[Mlir-commits] [mlir] 973cb2c - [MLIR][OMP] Ensure nested scf.parallel execute all iterations

Fri Aug 20 16:06:33 PDT 2021

Author: William S. Moses
Date: 2021-08-20T19:06:28-04:00
New Revision: 973cb2c326be9f256da0897c4d2ef117dc22761d

URL: https://github.com/llvm/llvm-project/commit/973cb2c326be9f256da0897c4d2ef117dc22761d
DIFF: https://github.com/llvm/llvm-project/commit/973cb2c326be9f256da0897c4d2ef117dc22761d.diff

LOG: [MLIR][OMP] Ensure nested scf.parallel execute all iterations

Presently, the lowering of nested scf.parallel loops to OpenMP creates one omp.parallel region, with two (nested) OpenMP worksharing loops on the inside. When lowered to LLVM and executed, this results in incorrect results. The reason for this is as follows:

An OpenMP parallel region results in the code being run with whatever number of threads available to OpenMP. Within a parallel region a worksharing loop divides up the total number of requested iterations by the available number of threads, and distributes accordingly. For a single ws loop in a parallel region, this works as intended.

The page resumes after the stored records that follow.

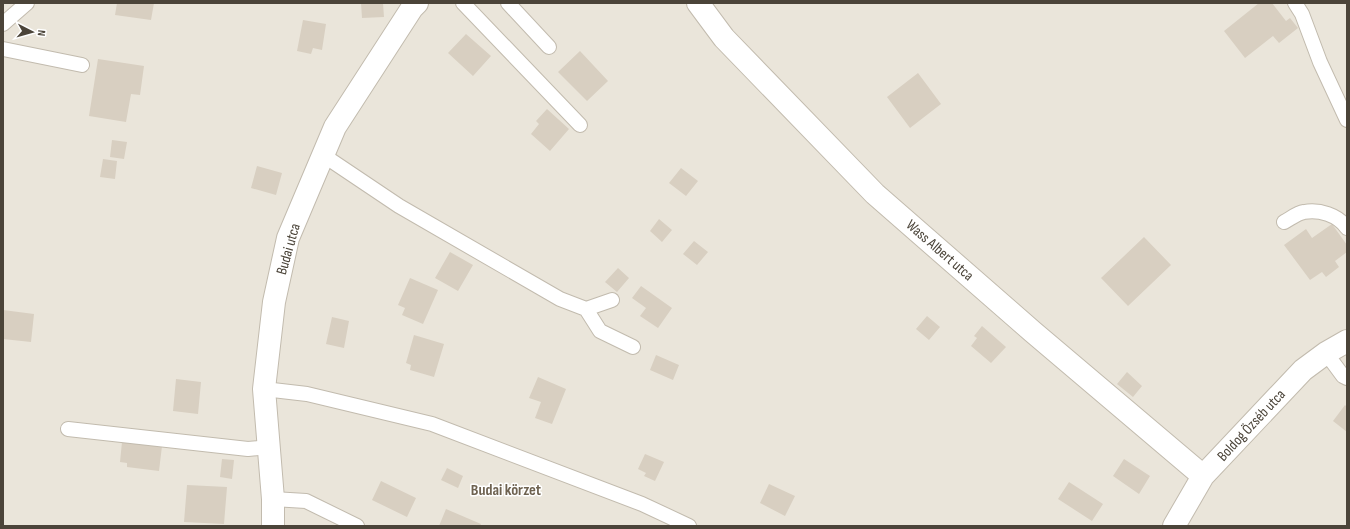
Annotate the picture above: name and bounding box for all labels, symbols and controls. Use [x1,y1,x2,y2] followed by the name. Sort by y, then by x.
[12,12,52,52] north arrow
[35,29,48,37] text: N
[902,216,978,285] street label: Wass Albert utca
[272,221,305,277] street label: Budai utca
[1213,385,1290,465] street label: Boldog Özséb utca
[471,481,541,500] district label: Budai körzet

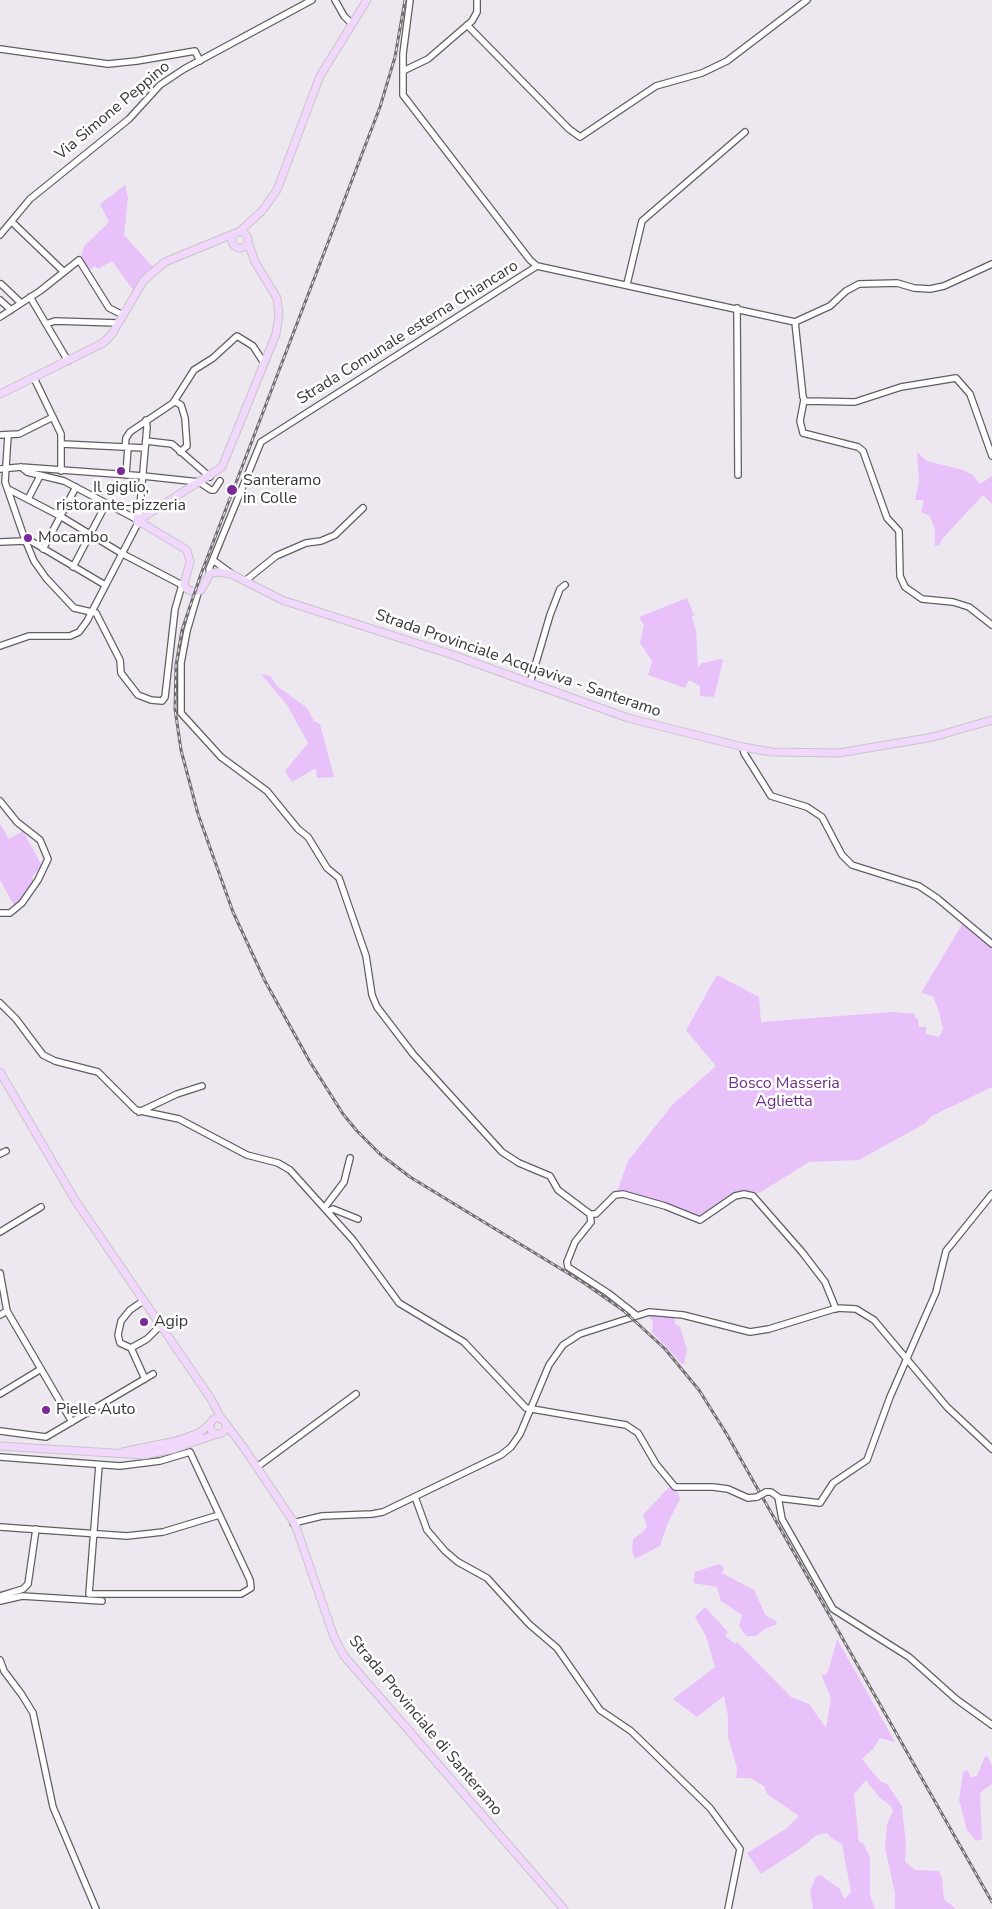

Now consider nested ws loops as follows:

omp.parallel {
   A: omp.ws %i = 0...10 {
      B: omp.ws %j = 0...10 {
          code(%i, %j)
      }
   }
}

Suppose we ran this on two threads. The first workshare loop would decide to execute iterations 0, 1, 2, 3, 4 on thread 0, and iterations 5, 6, 7, 8, 9 on thread 1. The second workshare loop would decide the same for its iteration. This means thread 0 would execute i \in [0, 5) and j \in [0, 5). Thread 1 would execute i \in [5, 10) and j \in [5, 10). This means that iterations i in [5, 10), j in [0, 5) and i in [0, 5), j in [5, 10) never get executed, which is clearly wrong.

This permits two options for a remedy:
1) Change the semantics of the omp.wsloop to be distinct from that of the OpenMP runtime call or equivalently #pragma omp for. This could then allow some lowering transformation to remedy the aforementioned issue. I don't think this is desirable for an abstraction standpoint.
2) When lowering an scf.parallel always surround the wsloop with a new parallel region (thereby causing the innermost wsloop to use the number of threads available only to it).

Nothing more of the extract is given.